# Tabular Playground Series - Jan 2021

The Kaggle Tabular Playground for January offer us a Blackbox Challenge: an array of readings labeled cont1-cont14 which translate to a target value.  The goal is to develop a model based off of training data which provides the readings and the resulting target to be able to accurately predict the target value for a test dataset where we are supplied readings but must predict the target.   
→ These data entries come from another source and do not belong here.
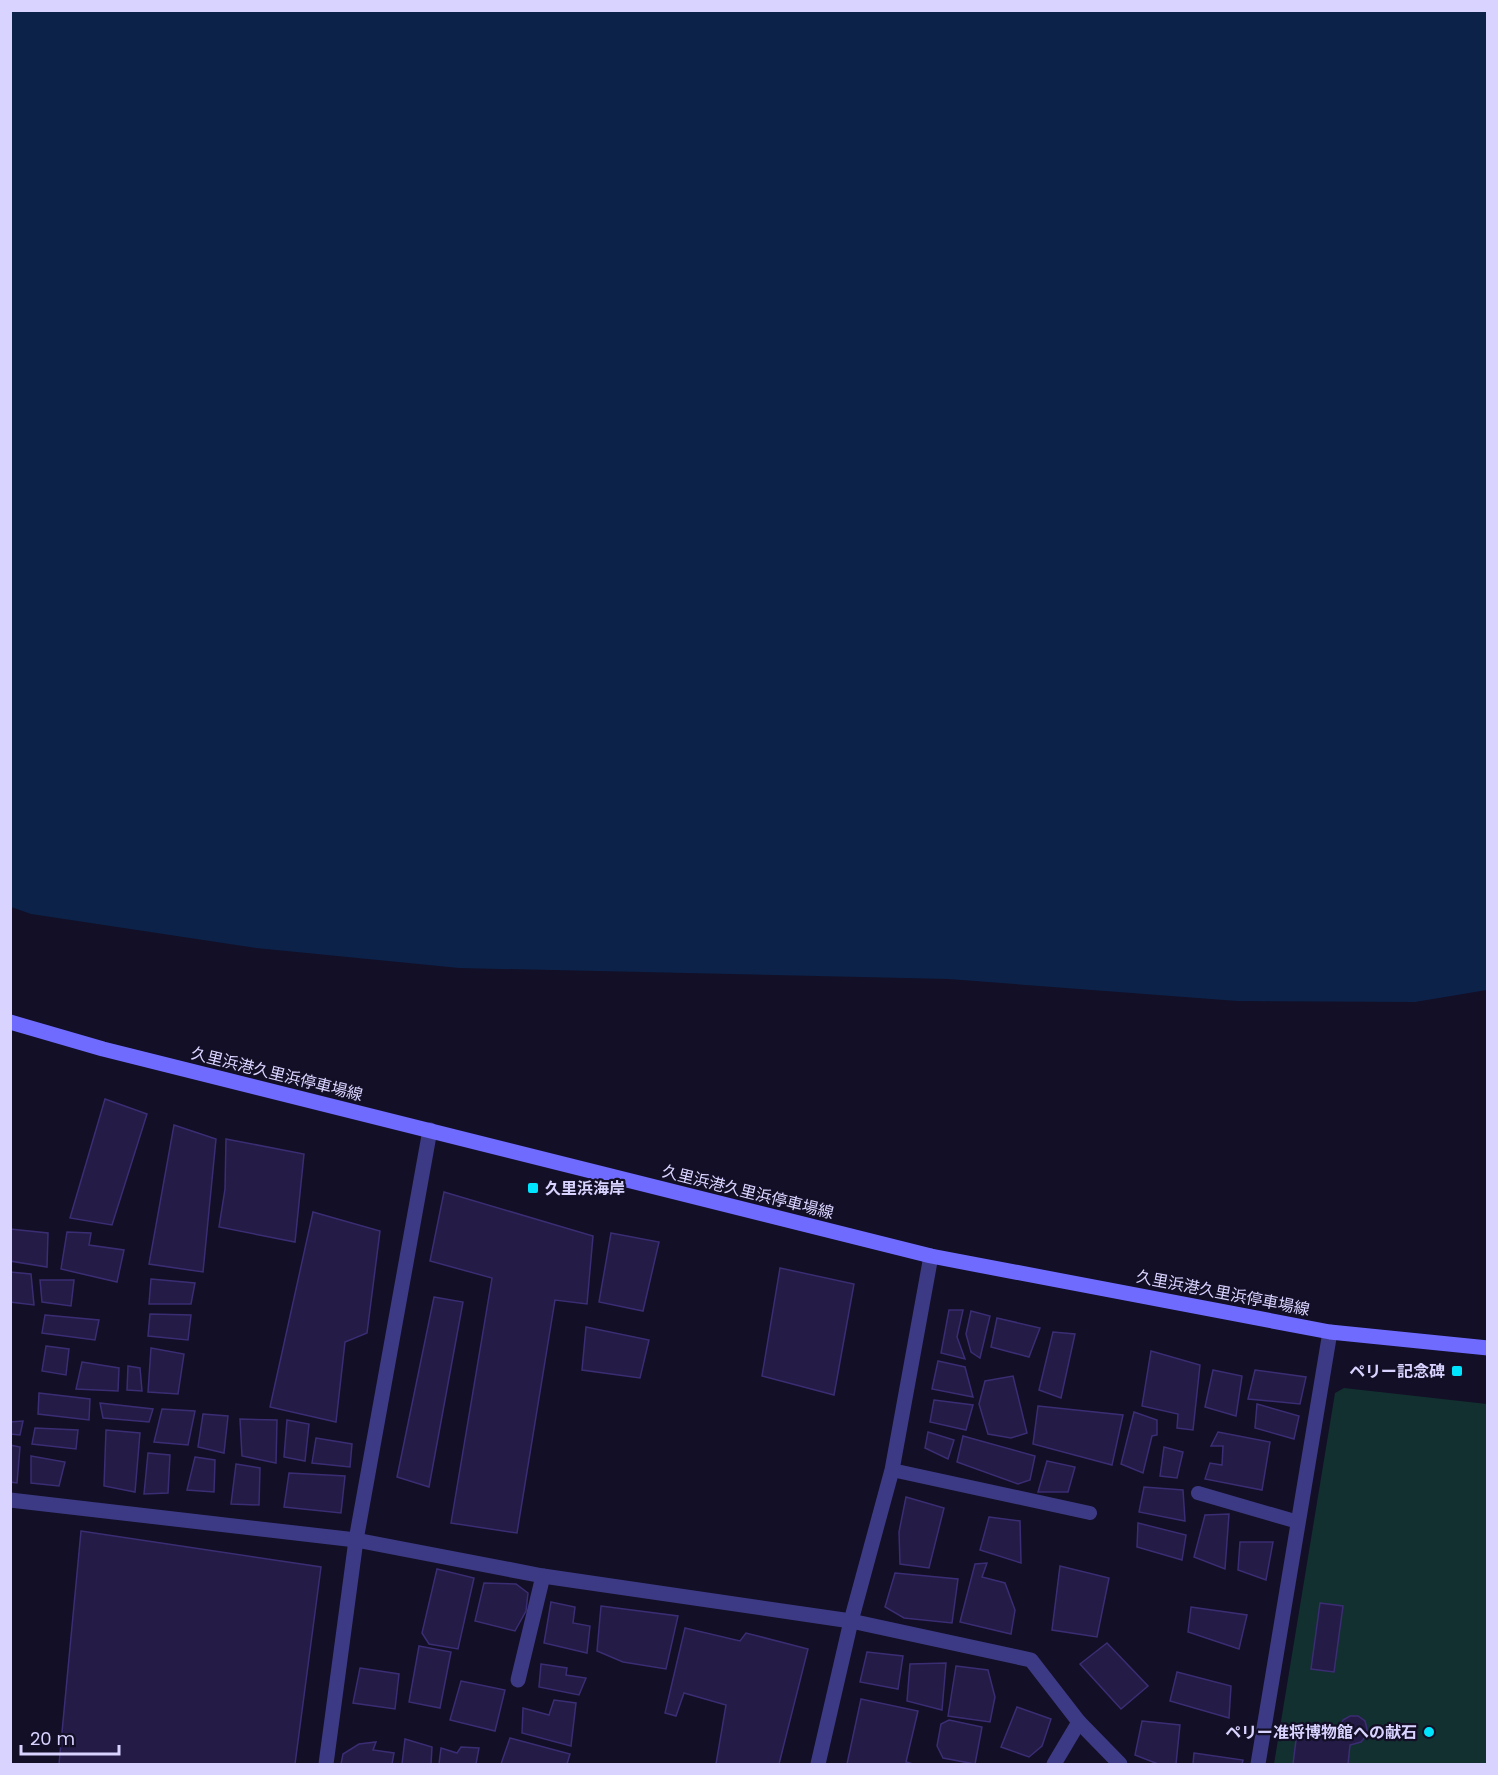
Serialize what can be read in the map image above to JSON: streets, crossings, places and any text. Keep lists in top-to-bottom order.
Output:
{
  "streets": {
    "main road": ["久里浜港久里浜停車場線"]
  },
  "places": {
    "transit": ["久里浜海岸", "ペリー記念碑"],
    "other": ["ペリー准将博物館への献石"]
  },
  "scale_bar": "20 m"
}
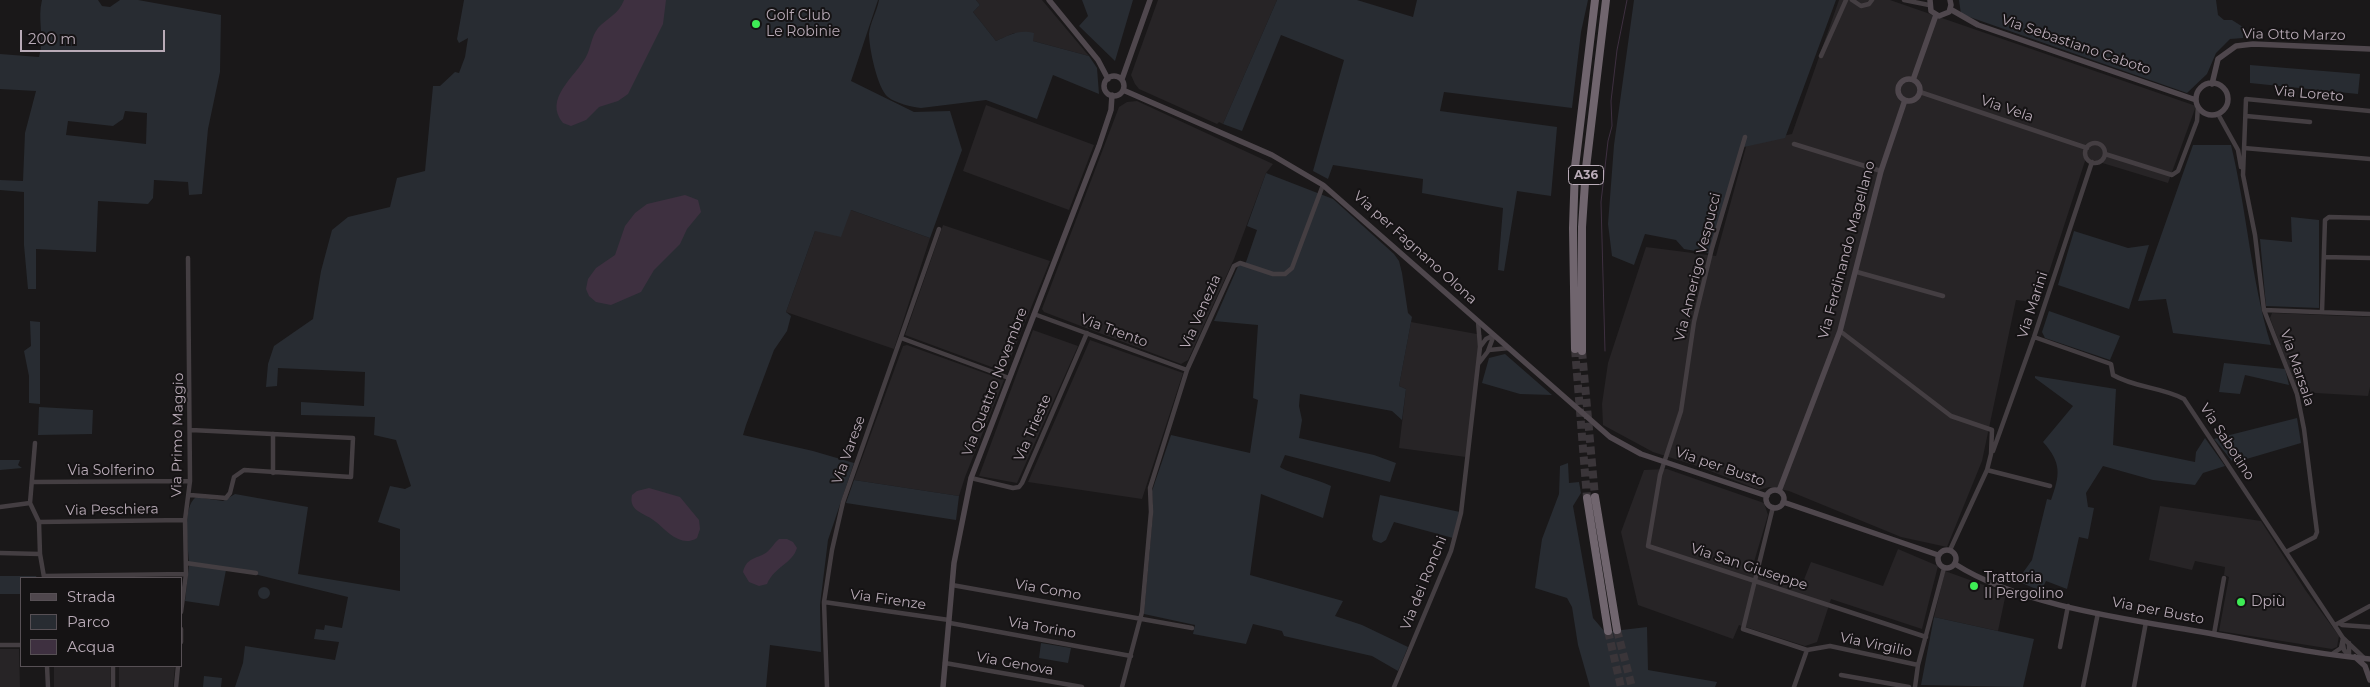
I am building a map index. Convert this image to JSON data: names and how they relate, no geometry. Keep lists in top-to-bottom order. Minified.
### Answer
{"streets":{"highway":["A36"],"street":["Via Otto Marzo","Via Sebastiano Caboto","Via Loreto","Via Vela","Via per Fagnano Olona","Via Ferdinando Magellano","Via Amerigo Vespucci","Via Marini","Via Venezia","Via Trento","Via Marsala","Via Quattro Novembre","Via Trieste","Via Primo Maggio","Via Sabotino","Via Varese","Via per Busto","Via Solferino","Via Peschiera","Via San Giuseppe","Via dei Ronchi","Via Como","Via Firenze","Via Torino","Via Virgilio","Via Genova"]},"crossings":[["Via Otto Marzo","Via Sebastiano Caboto"],["Via Otto Marzo","Via Vela"],["Via Otto Marzo","Via Marsala"],["Via Sebastiano Caboto","Via Vela"],["Via Sebastiano Caboto","Via Marsala"],["Via Loreto","Via Marsala"],["Via Vela","Via Ferdinando Magellano"],["Via Vela","Via Marini"],["Via Vela","Via Marsala"],["Via per Fagnano Olona","Via Amerigo Vespucci"],["Via per Fagnano Olona","Via Venezia"],["Via per Fagnano Olona","Via Quattro Novembre"],["Via per Fagnano Olona","Via per Busto"],["Via per Fagnano Olona","Via San Giuseppe"],["Via per Fagnano Olona","Via dei Ronchi"],["Via Ferdinando Magellano","Via per Busto"],["Via Amerigo Vespucci","Via per Busto"],["Via Amerigo Vespucci","Via San Giuseppe"],["Via Marini","Via Sabotino"],["Via Venezia","Via Trento"],["Via Trento","Via Quattro Novembre"],["Via Trento","Via Trieste"],["Via Marsala","Via Sabotino"],["Via Quattro Novembre","Via Trieste"],["Via Quattro Novembre","Via Como"],["Via Quattro Novembre","Via Firenze"],["Via Quattro Novembre","Via Torino"],["Via Quattro Novembre","Via Genova"],["Via Primo Maggio","Via Solferino"],["Via Primo Maggio","Via Peschiera"],["Via Sabotino","Via per Busto"],["Via Varese","Via Firenze"],["Via per Busto","Via San Giuseppe"],["Via San Giuseppe","Via Virgilio"],["Via Firenze","Via Torino"]],"places":["Golf Club Le Robinie","Trattoria Il Pergolino","Dpiù"],"legend":["Strada","Parco","Acqua"],"scale_bar":"200 m"}
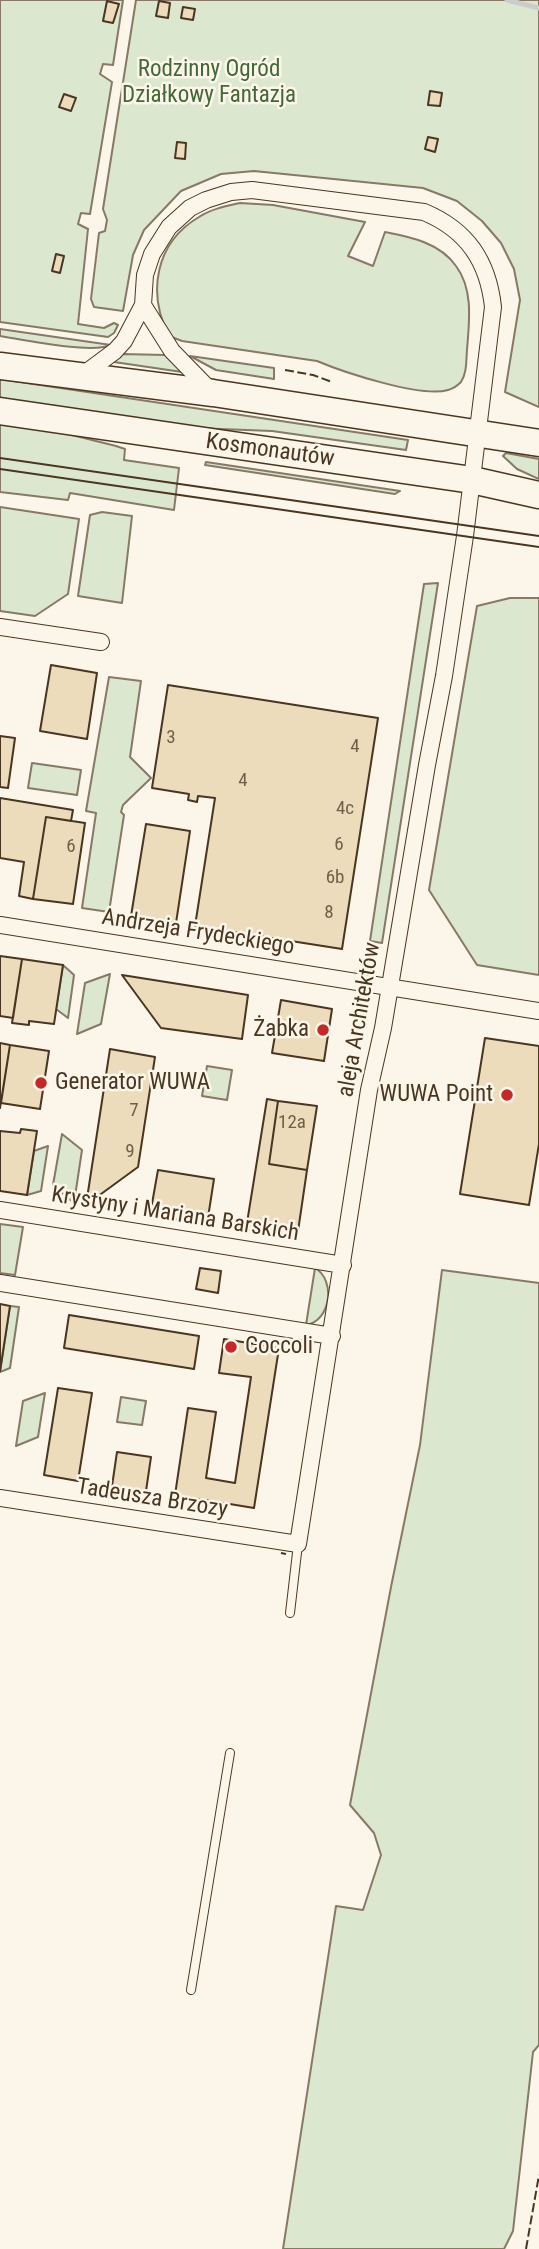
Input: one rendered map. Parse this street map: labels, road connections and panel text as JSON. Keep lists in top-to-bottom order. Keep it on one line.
{"streets":{"main road":["Kosmonautów"],"street":["Andrzeja Frydeckiego","aleja Architektów","Krystyny i Mariana Barskich","Tadeusza Brzozy"]},"crossings":[["Kosmonautów","aleja Architektów"],["Andrzeja Frydeckiego","aleja Architektów"],["aleja Architektów","Krystyny i Mariana Barskich"],["aleja Architektów","Tadeusza Brzozy"]],"parks":["Rodzinny Ogród Działkowy Fantazja"],"places":["Żabka","Generator WUWA","WUWA Point","Coccoli"],"house_numbers":["3","4","4","4c","6","6","6b","8","7","12a","9"]}
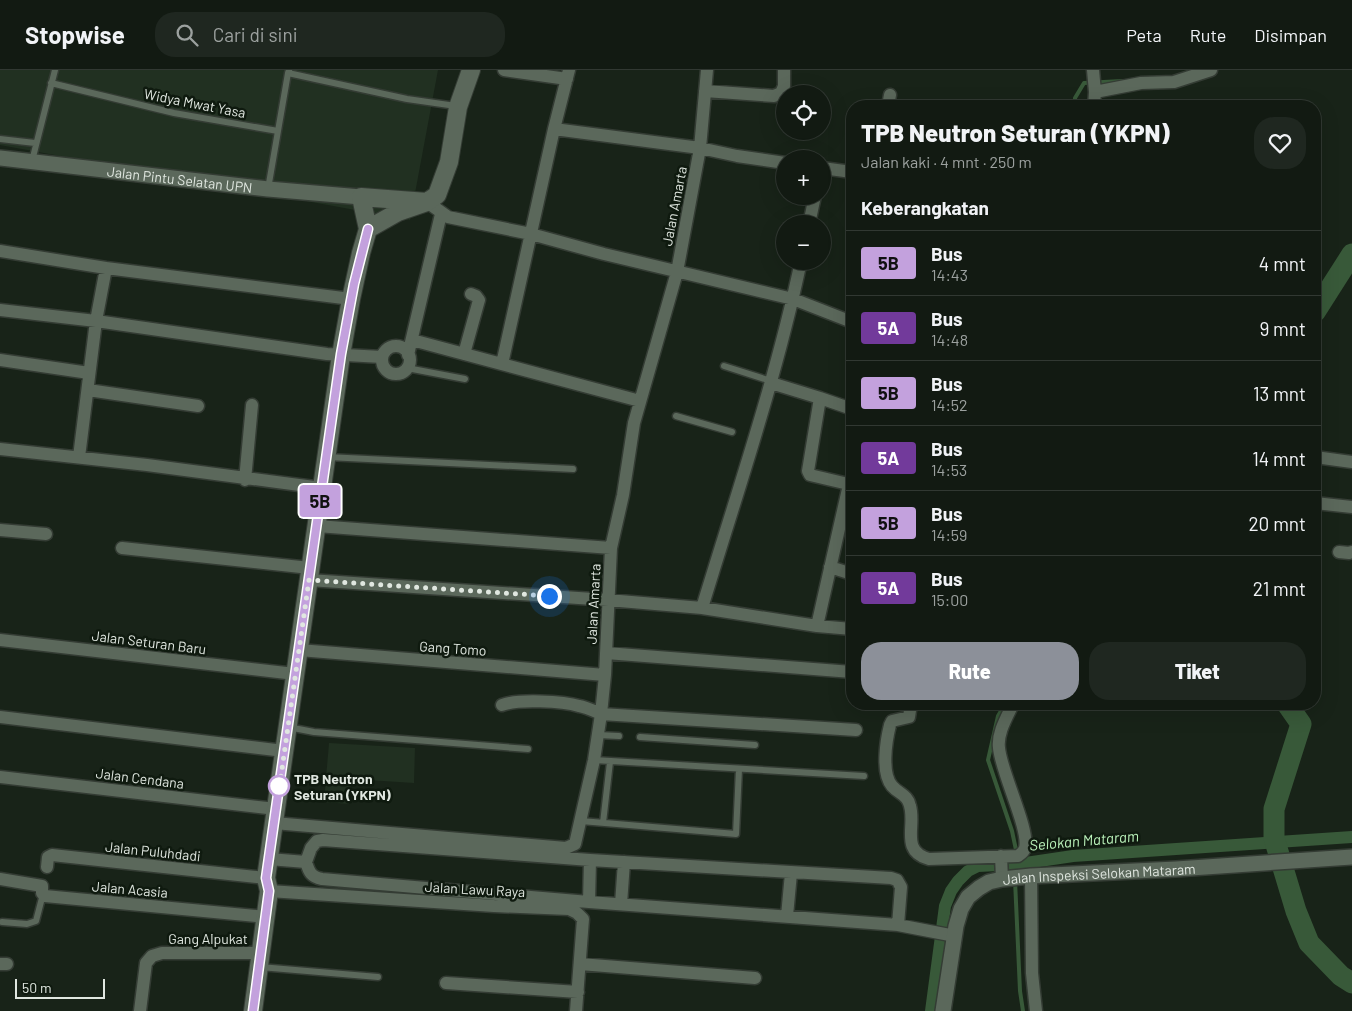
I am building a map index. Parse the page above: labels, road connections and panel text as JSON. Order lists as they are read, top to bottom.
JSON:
{
  "streets": {
    "street": [
      "Jalan Pintu Selatan UPN",
      "Jalan Amarta",
      "Jalan Seturan Baru",
      "Gang Tomo",
      "Jalan Cendana",
      "Jalan Puluhdadi",
      "Jalan Inspeksi Selokan Mataram",
      "Jalan Acasia",
      "Jalan Lawu Raya",
      "Gang Alpukat"
    ],
    "lane": ["Widya Mwat Yasa"]
  },
  "crossings": [
    ["Jalan Amarta", "Gang Tomo"],
    ["Jalan Amarta", "Jalan Cendana"],
    ["Jalan Puluhdadi", "Jalan Lawu Raya"]
  ],
  "water": ["Selokan Mataram"],
  "places": ["TPB Neutron Seturan (YKPN)"],
  "lines": ["bus line 5B"],
  "scale_bar": "50 m",
  "page": {
    "header": "Stopwise",
    "search": "Cari di sini",
    "nav": ["Peta", "Rute", "Disimpan"],
    "on_map": "5B",
    "map_buttons": ["+", "−"],
    "heading": [
      ["TPB Neutron Seturan (YKPN)", "Jalan kaki · 4 mnt · 250 m"],
      "Keberangkatan"
    ],
    "list": [
      {
        "mark": "5B",
        "name": "Bus",
        "note": "14:43",
        "value": "4 mnt"
      },
      {
        "mark": "5A",
        "name": "Bus",
        "note": "14:48",
        "value": "9 mnt"
      },
      {
        "mark": "5B",
        "name": "Bus",
        "note": "14:52",
        "value": "13 mnt"
      },
      {
        "mark": "5A",
        "name": "Bus",
        "note": "14:53",
        "value": "14 mnt"
      },
      {
        "mark": "5B",
        "name": "Bus",
        "note": "14:59",
        "value": "20 mnt"
      },
      {
        "mark": "5A",
        "name": "Bus",
        "note": "15:00",
        "value": "21 mnt"
      }
    ],
    "buttons": ["Rute", "Tiket"],
    "scale": "50 m"
  }
}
### The Prelimnaries, import the usual basic libraries. 

In [None]:
import numpy as np
import pandas as pd
from pathlib import Path

import os
#for dirname, _, filenames in os.walk('/kaggle/input'):
#    for filename in filenames:
#        print(os.path.join(dirname, filename))
        
import matplotlib.pyplot as plt
import seaborn as sns
from sklearn.model_selection import train_test_split
from sklearn.metrics import mean_squared_error

input_path = Path('/kaggle/input/tabular-playground-series-jan-2021/')

## Read in the data files

In [None]:
train = pd.read_csv(input_path / 'train.csv', index_col='id')
display(train.head())

In [None]:
test = pd.read_csv(input_path / 'test.csv', index_col='id')
display(test.head())

## Let us look at the Data

In [None]:
train.describe()

In [None]:
test.describe()

No missing values to worry about, and the dataset look very similar, ;ets plot the two datasets as Boxplots

In [None]:
boxplot = train.boxplot(column=['cont1', 'cont2', 'cont3', 'cont4', 'cont5', 'cont6', 'cont7', 'cont8', 'cont9', 'cont10', 'cont11', 'cont12', 'cont13', 'cont14'],
                       figsize=(12,9))

In [None]:
boxplot = test.boxplot(column=['cont1', 'cont2', 'cont3', 'cont4', 'cont5', 'cont6', 'cont7', 'cont8', 'cont9', 'cont10', 'cont11', 'cont12', 'cont13', 'cont14'],
                       figsize=(12,9))

Even the distributions of outliers appears the same between datasets. Just to round off lets look at the correlation matrix

In [None]:
# Set up the matplotlib figure
f, ax = plt.subplots(figsize=(15, 12))

sns.heatmap(train.corr(), annot = True,fmt='.1g', vmin=-1, vmax=1, center= 0,cmap= 'coolwarm')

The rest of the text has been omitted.